Kevin Grittner wrote:
Tom Lane <[email protected]> wrote:
Hmm. As stated, I would expect pg_ctl to make it worse.
I've been playing with this, and I think the problem was that we
wanted a non-zero exit from the script if the start failed. That's
trivial with pg_ctl -w but not running postgres directly.
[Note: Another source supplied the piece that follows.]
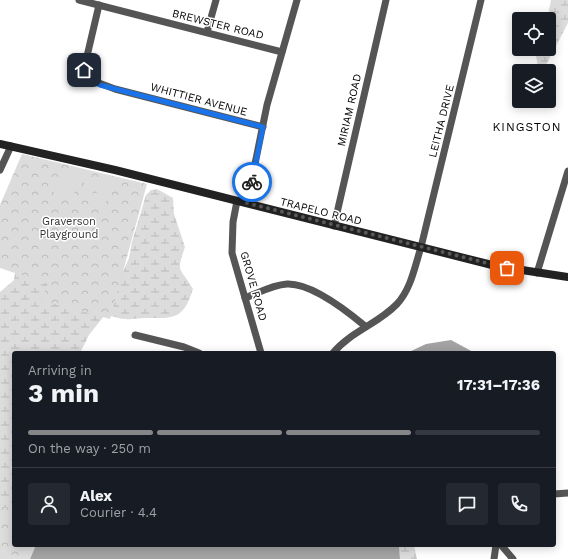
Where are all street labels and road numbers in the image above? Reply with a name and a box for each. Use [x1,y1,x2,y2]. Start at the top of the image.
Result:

I guess I
could run pg_ctl status in a loop after the start.
The reason is that we don't want certain other processes attempting to
start until and unless the database they use has started successfully.
Have you looked at what the Fedora script does?
Here's a snippet from my F11 system:
$SU -l postgres -c "$PGENGINE/postmaster -p '$PGPORT' -D
'$PGDATA' ${PGOPTS} &" >> "$PGLOG" 2>&1 < /dev/null
sleep 2
pid=`pidof -s "$PGENGINE/postmaster"`
if [ $pid ] && [ -f "$PGDATA/postmaster.pid" ]
then
success "$PSQL_START"
touch /var/lock/subsys/${NAME}
head -n 1 "$PGDATA/postmaster.pid" >
"/var/run/postmaster.${PGPORT}.pid"
echo
else
failure "$PSQL_START"
echo
script_result=1
fi
Doesn't seem that much harder than using pg_ctl.